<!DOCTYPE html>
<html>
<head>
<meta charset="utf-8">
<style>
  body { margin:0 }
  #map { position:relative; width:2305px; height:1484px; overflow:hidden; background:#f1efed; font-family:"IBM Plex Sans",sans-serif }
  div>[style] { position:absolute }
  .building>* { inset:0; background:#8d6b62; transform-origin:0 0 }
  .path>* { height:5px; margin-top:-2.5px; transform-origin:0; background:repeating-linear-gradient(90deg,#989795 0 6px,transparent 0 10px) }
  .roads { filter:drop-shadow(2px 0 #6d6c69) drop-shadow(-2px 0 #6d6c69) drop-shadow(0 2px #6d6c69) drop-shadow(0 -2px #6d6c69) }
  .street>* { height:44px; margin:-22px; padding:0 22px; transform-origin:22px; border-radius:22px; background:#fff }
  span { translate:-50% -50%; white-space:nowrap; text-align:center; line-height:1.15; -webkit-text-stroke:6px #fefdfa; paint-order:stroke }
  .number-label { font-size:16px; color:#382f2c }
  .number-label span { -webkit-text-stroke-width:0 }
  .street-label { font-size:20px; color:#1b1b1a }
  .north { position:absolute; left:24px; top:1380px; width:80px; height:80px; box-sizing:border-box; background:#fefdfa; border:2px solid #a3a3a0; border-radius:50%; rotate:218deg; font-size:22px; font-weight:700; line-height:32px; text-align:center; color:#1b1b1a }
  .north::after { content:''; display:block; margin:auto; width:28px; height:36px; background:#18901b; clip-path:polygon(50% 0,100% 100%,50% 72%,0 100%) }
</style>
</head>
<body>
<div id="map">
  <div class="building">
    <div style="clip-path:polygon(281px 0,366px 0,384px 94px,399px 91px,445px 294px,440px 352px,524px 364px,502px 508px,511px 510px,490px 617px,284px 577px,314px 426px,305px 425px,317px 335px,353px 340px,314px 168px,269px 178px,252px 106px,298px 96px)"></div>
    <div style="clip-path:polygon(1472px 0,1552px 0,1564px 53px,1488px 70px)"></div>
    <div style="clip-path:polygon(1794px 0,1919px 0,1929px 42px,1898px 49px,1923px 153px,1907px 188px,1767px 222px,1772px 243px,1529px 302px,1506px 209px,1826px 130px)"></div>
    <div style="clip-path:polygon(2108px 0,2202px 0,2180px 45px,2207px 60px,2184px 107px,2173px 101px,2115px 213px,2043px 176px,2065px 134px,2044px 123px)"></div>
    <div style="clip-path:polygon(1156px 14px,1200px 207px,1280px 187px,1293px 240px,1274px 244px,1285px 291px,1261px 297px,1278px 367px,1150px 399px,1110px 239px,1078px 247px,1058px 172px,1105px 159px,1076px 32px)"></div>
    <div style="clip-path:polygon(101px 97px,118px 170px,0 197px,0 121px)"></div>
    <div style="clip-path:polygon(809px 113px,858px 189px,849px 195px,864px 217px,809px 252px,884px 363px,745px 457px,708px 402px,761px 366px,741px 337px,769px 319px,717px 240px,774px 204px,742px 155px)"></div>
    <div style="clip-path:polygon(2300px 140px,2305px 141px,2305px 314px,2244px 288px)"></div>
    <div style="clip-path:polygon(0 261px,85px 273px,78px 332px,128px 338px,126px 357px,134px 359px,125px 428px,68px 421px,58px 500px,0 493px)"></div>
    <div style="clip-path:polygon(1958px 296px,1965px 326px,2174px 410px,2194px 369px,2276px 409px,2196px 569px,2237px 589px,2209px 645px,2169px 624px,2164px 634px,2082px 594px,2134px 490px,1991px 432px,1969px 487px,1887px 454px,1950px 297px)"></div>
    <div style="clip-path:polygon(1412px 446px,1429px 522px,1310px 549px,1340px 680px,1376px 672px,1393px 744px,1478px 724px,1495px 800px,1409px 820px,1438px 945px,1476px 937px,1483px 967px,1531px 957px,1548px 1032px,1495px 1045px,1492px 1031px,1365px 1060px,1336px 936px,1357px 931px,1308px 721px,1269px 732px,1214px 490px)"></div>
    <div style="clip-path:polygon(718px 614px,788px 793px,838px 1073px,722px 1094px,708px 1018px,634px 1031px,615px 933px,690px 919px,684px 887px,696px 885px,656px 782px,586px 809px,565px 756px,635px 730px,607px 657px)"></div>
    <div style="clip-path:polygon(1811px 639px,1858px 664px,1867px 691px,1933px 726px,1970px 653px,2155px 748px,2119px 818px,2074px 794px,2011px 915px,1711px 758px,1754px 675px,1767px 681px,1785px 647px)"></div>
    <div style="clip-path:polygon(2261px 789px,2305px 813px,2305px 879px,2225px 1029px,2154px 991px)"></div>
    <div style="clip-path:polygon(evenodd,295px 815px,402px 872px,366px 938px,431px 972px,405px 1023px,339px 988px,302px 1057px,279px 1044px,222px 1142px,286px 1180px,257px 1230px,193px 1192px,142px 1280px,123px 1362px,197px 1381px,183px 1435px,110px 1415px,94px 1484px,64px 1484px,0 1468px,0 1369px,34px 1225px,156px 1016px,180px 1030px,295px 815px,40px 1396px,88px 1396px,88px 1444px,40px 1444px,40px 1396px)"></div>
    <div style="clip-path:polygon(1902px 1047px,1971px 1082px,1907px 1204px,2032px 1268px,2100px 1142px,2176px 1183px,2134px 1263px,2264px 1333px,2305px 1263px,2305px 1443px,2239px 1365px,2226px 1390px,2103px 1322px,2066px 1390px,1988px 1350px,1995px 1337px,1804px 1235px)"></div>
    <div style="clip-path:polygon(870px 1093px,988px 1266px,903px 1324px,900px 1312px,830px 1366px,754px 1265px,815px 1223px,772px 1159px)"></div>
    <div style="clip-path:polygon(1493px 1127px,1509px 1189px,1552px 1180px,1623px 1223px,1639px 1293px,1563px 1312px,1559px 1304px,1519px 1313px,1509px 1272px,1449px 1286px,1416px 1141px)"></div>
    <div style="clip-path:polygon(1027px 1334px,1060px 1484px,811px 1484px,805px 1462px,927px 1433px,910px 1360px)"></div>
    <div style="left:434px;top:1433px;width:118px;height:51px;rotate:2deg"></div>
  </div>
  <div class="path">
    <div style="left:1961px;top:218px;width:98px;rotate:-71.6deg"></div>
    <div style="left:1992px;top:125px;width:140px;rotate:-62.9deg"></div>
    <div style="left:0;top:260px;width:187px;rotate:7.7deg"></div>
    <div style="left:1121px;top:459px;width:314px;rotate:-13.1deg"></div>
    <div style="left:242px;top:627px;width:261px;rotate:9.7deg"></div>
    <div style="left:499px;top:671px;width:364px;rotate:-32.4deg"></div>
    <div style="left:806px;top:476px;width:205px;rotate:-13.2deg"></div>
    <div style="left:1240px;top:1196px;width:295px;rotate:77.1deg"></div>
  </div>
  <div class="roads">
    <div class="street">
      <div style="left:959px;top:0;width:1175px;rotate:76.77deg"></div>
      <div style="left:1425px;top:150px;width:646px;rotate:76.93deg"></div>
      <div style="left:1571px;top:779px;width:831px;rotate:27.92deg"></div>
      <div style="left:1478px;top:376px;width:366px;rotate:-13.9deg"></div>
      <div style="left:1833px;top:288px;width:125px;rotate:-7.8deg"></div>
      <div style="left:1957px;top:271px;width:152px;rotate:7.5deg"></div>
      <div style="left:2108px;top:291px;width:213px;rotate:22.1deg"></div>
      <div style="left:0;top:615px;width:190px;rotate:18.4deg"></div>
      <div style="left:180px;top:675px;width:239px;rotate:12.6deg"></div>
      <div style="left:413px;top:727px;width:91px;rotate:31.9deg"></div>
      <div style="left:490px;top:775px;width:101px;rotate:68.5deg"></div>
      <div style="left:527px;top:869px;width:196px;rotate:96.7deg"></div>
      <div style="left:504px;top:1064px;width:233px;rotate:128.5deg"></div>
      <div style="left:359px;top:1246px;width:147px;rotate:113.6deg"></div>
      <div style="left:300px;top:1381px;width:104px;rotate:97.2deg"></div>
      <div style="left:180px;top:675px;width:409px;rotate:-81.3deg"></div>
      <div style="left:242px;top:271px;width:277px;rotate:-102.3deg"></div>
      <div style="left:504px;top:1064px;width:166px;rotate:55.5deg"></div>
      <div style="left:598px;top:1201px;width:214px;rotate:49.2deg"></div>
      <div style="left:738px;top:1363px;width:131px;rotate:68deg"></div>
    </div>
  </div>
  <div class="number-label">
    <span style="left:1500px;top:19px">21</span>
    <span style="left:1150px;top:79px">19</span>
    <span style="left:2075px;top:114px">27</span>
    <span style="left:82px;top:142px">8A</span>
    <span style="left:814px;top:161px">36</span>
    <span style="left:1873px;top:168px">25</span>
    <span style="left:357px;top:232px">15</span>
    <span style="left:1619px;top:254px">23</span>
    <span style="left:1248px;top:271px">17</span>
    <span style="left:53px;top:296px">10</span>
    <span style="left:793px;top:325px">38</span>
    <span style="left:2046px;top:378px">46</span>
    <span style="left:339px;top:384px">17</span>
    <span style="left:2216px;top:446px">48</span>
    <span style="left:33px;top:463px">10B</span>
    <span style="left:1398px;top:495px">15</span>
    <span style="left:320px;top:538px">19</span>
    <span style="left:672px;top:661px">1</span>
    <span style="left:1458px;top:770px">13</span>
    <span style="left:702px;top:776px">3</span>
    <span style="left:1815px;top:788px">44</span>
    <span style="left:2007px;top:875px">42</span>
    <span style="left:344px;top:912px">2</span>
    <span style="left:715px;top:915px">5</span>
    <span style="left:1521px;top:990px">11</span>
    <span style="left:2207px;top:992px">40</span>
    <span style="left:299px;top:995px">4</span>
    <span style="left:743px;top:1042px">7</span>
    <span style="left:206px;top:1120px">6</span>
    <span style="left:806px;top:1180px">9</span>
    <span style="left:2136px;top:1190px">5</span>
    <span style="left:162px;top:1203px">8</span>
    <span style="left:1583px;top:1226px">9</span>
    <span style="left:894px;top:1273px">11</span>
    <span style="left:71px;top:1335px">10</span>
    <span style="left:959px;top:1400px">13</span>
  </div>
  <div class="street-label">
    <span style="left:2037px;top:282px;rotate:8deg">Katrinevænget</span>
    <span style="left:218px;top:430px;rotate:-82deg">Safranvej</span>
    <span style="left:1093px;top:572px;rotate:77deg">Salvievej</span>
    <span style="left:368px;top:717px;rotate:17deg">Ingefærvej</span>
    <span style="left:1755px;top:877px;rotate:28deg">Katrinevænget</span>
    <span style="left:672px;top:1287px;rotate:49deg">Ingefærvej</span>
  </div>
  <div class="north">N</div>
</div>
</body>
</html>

........

### Directions
Everything from the first line of the records above through the line containing "height:5px; margin-top:-2.5px; transform-origin:0;" should be restated word for word; leave out all other lines.

### Response for this exercise
<!DOCTYPE html>
<html>
<head>
<meta charset="utf-8">
<style>
  body { margin:0 }
  #map { position:relative; width:2305px; height:1484px; overflow:hidden; background:#f1efed; font-family:"IBM Plex Sans",sans-serif }
  div>[style] { position:absolute }
  .building>* { inset:0; background:#8d6b62; transform-origin:0 0 }
  .path>* { height:5px; margin-top:-2.5px; transform-origin:0; background:repeating-linear-gradient(90deg,#989795 0 6px,transparent 0 10px) }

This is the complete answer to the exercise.